What to work on
Gather the lines from the material that contain "خطاب".

Data records
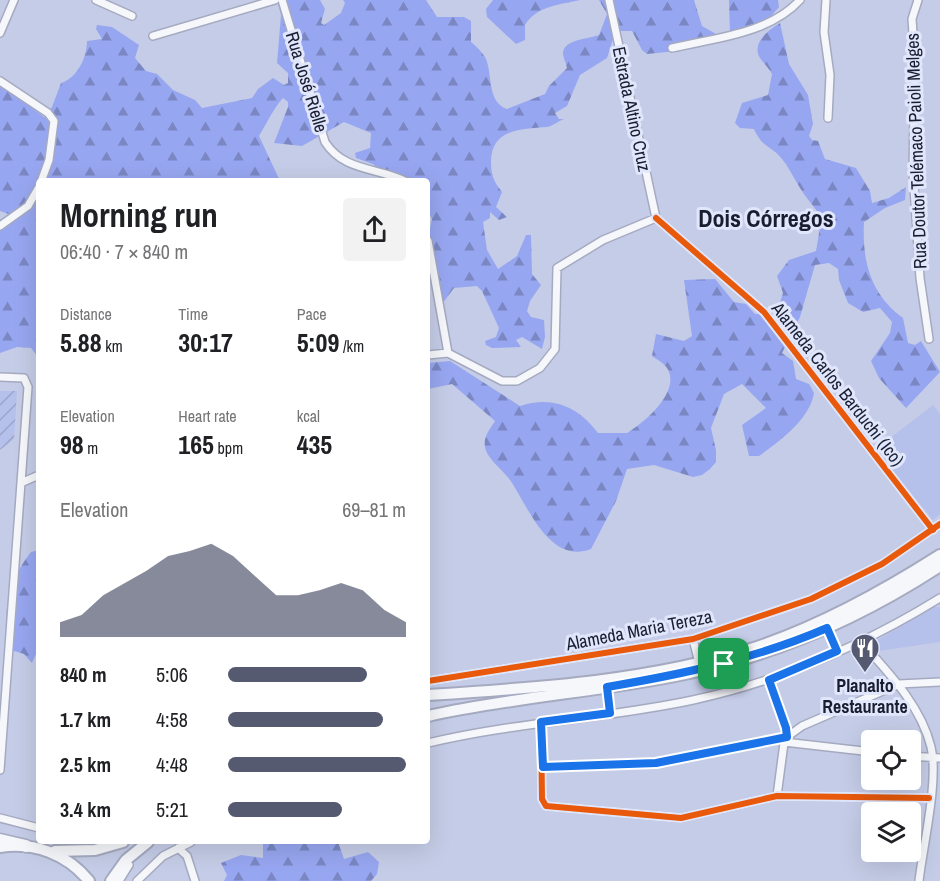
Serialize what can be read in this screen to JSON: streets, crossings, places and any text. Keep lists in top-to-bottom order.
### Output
{
  "streets": {
    "street": [
      "Rua José Rielle",
      "Estrada Altino Cruz",
      "Rua Doutor Telémaco Paioli Melges",
      "Alameda Carlos Barduchi (Ico)",
      "Alameda Maria Tereza"
    ]
  },
  "crossings": [
    ["Estrada Altino Cruz", "Alameda Carlos Barduchi (Ico)"],
    ["Alameda Carlos Barduchi (Ico)", "Alameda Maria Tereza"]
  ],
  "districts": ["Dois Córregos"],
  "places": {
    "restaurant": ["Planalto Restaurante"]
  },
  "page": {
    "heading": ["Morning run", "06:40 · 7 × 840 m"],
    "stats": [
      ["Distance", "5.88 km"],
      ["Time", "30:17"],
      ["Pace", "5:09 /km"],
      ["Elevation", "98 m"],
      ["Heart rate", "165 bpm"],
      ["kcal", "435"]
    ],
    "chart": ["Elevation", "69–81 m"],
    "list": [
      {
        "name": "840 m",
        "note": "5:06"
      },
      {
        "name": "1.7 km",
        "note": "4:58"
      },
      {
        "name": "2.5 km",
        "note": "4:48"
      },
      {
        "name": "3.4 km",
        "note": "5:21"
      }
    ]
  }
}
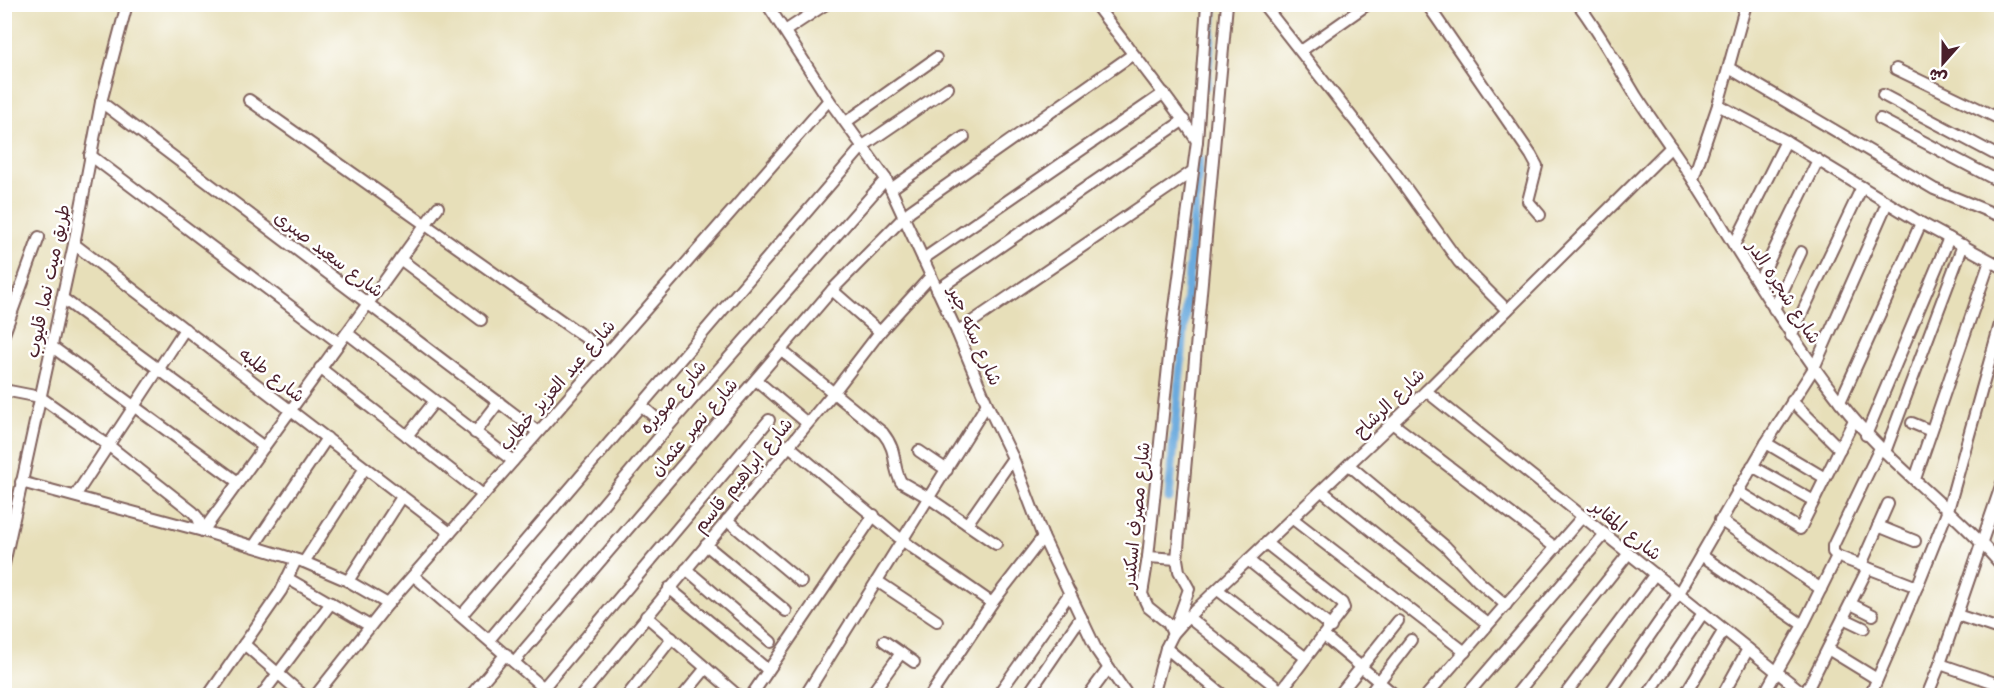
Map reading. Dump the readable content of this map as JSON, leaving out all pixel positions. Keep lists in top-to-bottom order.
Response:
{
  "streets": {
    "street": [
      "شارع سعيد صبرى",
      "طريق ميت نما, قليوب",
      "شارع شجره الدر",
      "شارع سكه جير",
      "شارع طلبه",
      "شارع عبد العزيز خطاب",
      "شارع صويره",
      "شارع الرشاح",
      "شارع نصر عثمان",
      "شارع ابراهيم قاسم",
      "شارع مصرف اسكندر",
      "شارع المقابر"
    ]
  },
  "crossings": [
    ["شارع سعيد صبرى", "طريق ميت نما, قليوب"],
    ["شارع سعيد صبرى", "شارع عبد العزيز خطاب"],
    ["طريق ميت نما, قليوب", "شارع طلبه"],
    ["شارع شجره الدر", "شارع الرشاح"],
    ["شارع سكه جير", "شارع عبد العزيز خطاب"],
    ["شارع سكه جير", "شارع صويره"],
    ["شارع سكه جير", "شارع نصر عثمان"],
    ["شارع سكه جير", "شارع ابراهيم قاسم"],
    ["شارع طلبه", "شارع عبد العزيز خطاب"],
    ["شارع الرشاح", "شارع مصرف اسكندر"],
    ["شارع الرشاح", "شارع المقابر"]
  ],
  "north": "bottom"
}
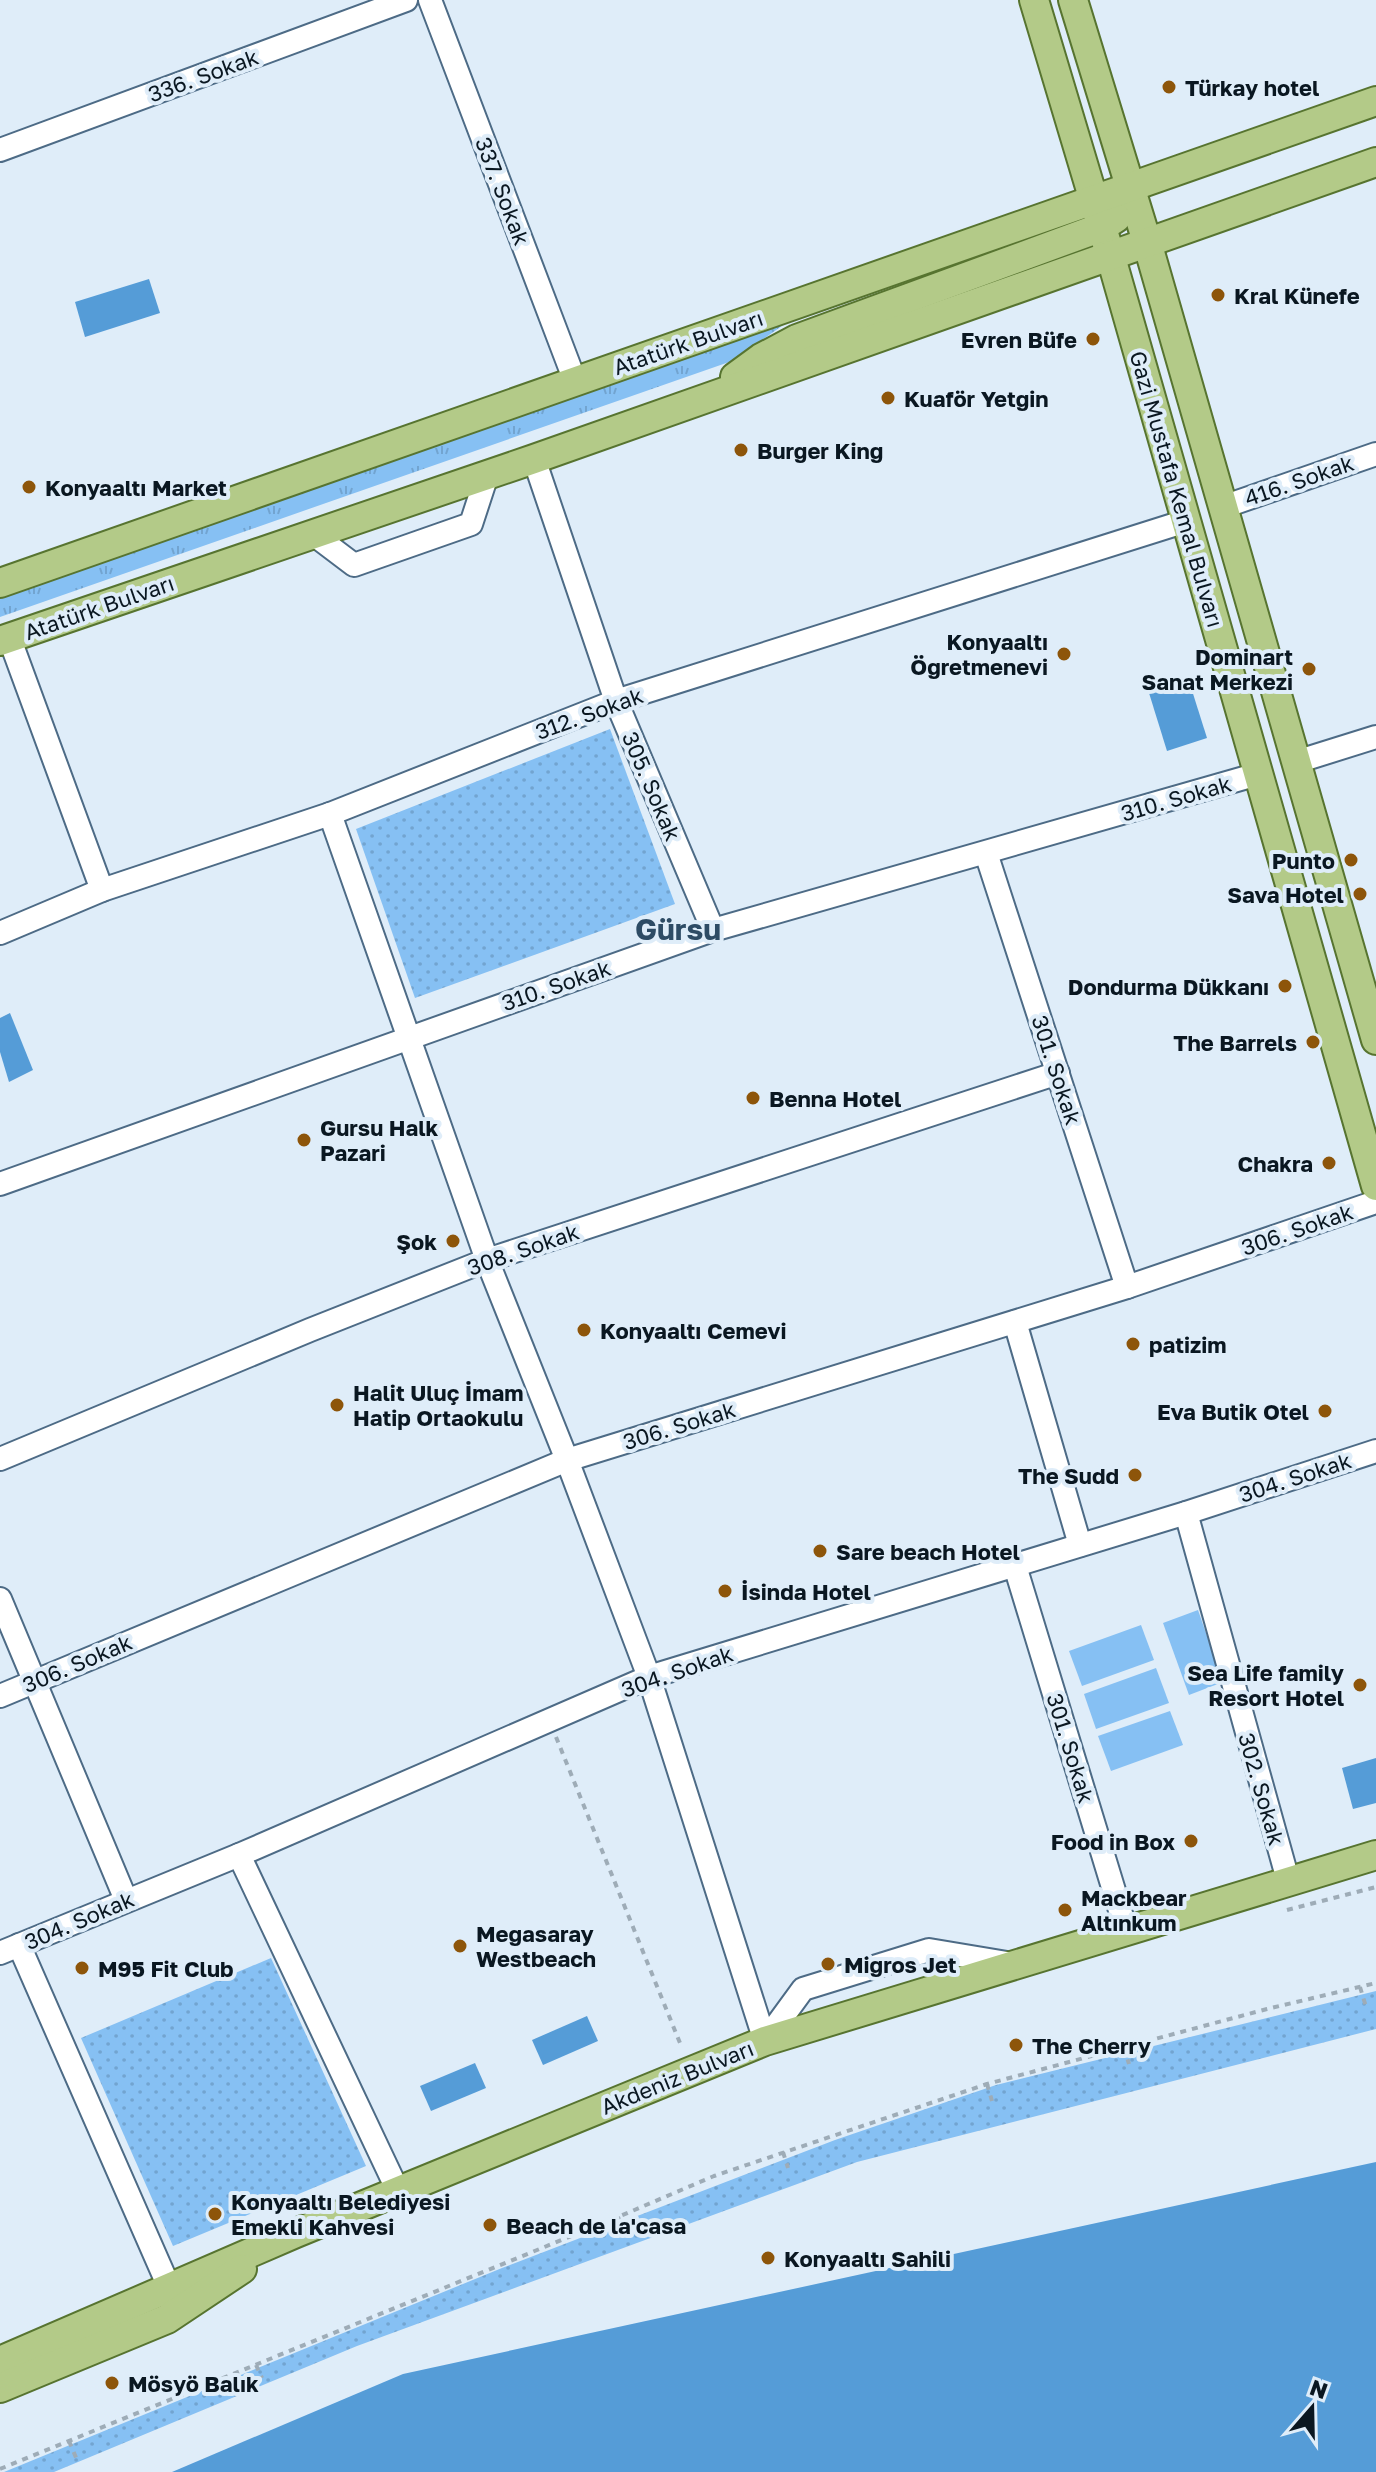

Response to the task
      "شارع عبد العزيز خطاب",
    ["شارع سعيد صبرى", "شارع عبد العزيز خطاب"],
    ["شارع سكه جير", "شارع عبد العزيز خطاب"],
    ["شارع طلبه", "شارع عبد العزيز خطاب"],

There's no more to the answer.